Morning all, a very quick Saturday round-up for you as I’m aching from football last night and a bit crotchety after a bad night’s sleep.
Arsenal will be preparing today to face Everton tomorrow in a game which will prove quite testing I’m sure. We played on Thursday night, they’ve had two weeks off and a lovely winter break when Carlo Ancelotti took his team to Bridlington for some freezing cold weather training to toughen them up. In truth, I don’t know where they went – if anywhere – but they will have fresher legs than us. That’s the challenge, and can chat more about that in tomorrow’s preview.
Shokdran Mustafi has been the latest to jump on board the ‘Mikel Arteta is great’ train.
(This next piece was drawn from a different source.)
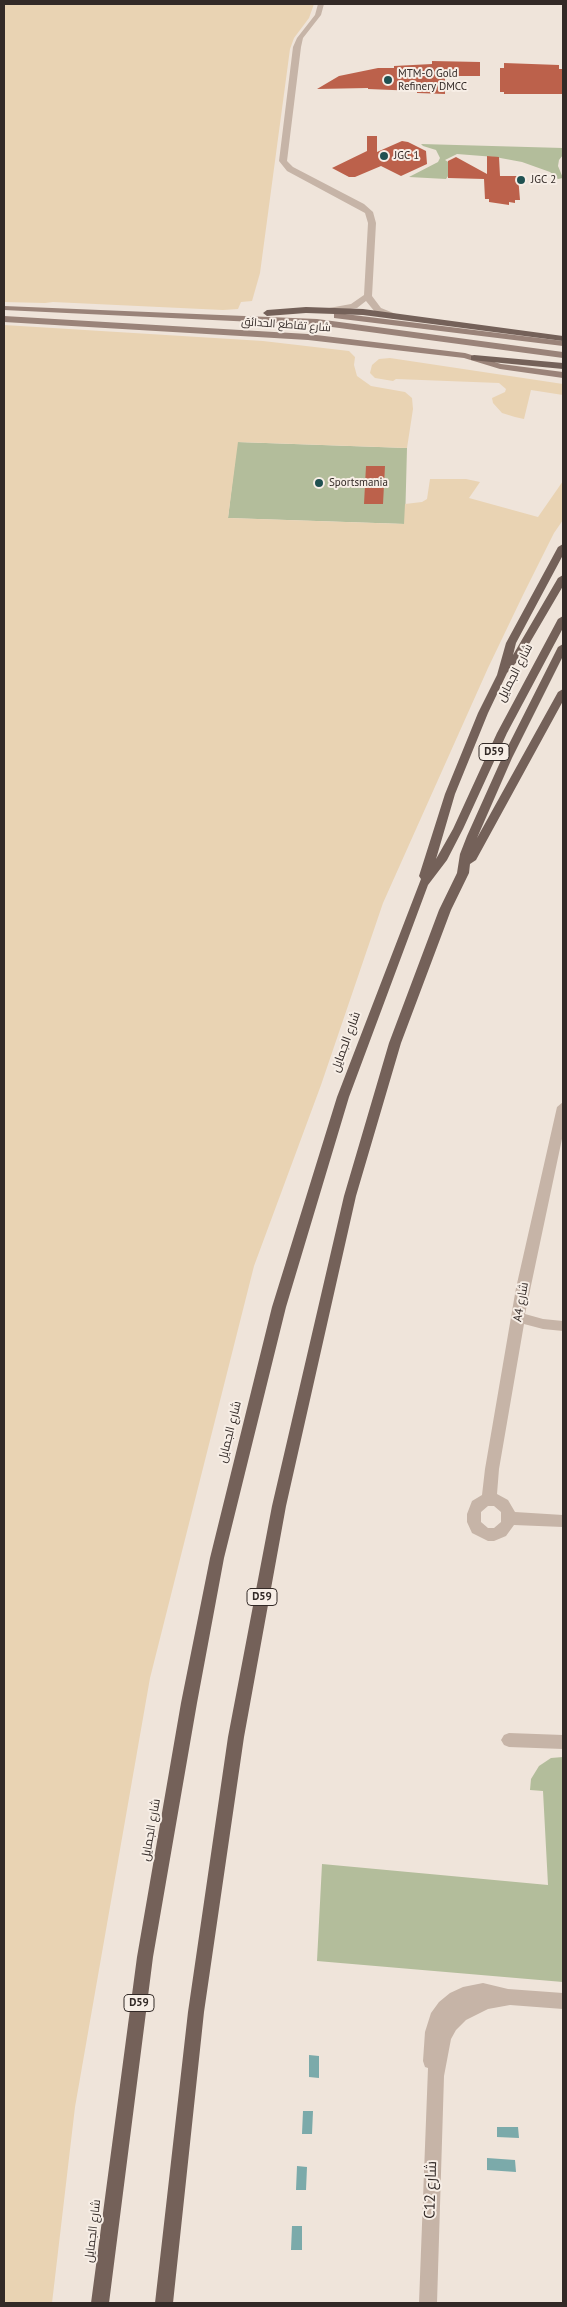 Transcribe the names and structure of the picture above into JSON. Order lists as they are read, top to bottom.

He says the simplicity of his instructions have been a big help to the team:
These days football is so quick and complicated because there are a lot of systems out there, a lot of stuff you have to think about, but you start to forget about the easy things. He is putting this in the team … simple things, but simple things you have to remember. I think we still need to work on it a lot as sometimes we complicate our lives too much, but I think he has had a very good impact.
I think we can all see that, and you can also understand why he’d be particularly keen to heap praise on the new boss. He’s been brought back in from the cold, and the Mustafi redemption arc is a story not too many expected. He was told in no uncertain terms last summer that he should find himself a new club. Unai Emery did it publicly more than once, in hindsight an unusual strategy for an Arsenal manager, and I’m not sure it does much to generate interest in a player when you make it so very clear you want him gone.
Now, the reasons we wanted to sell him were obvious. He’d made a succession of high profile mistakes, the bizarre moment where he let Wilfried Zaha get ahead of him to score against Crystal Palace then blamed Bernd Leno was probably the final straw for many. Those whose final straws hadn’t broken the back of the Mustafi camel before that, at least (there’s some mixed metaphors for you!).
When you look back on the way the team defended in the past, and the way Arteta has fashioned a more organised, defensively solid team with basically the same players, you do have to ask questions about the way they were coached before. Mustafi has responded really well to being given another chance, and regardless of what your opinion of him as a player is, it should be something that is seen as a positive because when players play well, the team has a better chance of winning – and that’s something we should all get behind.
Alexandre Lacazette has had plenty of criticism in recent times, but even his staunchest critics will have celebrated the goal against Olympiacos because it won us the game. On his time out in the cold, Mustafi said:
it has been difficult, but you always get the opportunities and a team has more than 20 players for a reason. The main thing for me was to be professional because as long as you stay professional, you have no fault for anything. Stay professional, wait until you get your next opportunity and then obviously you have to take it.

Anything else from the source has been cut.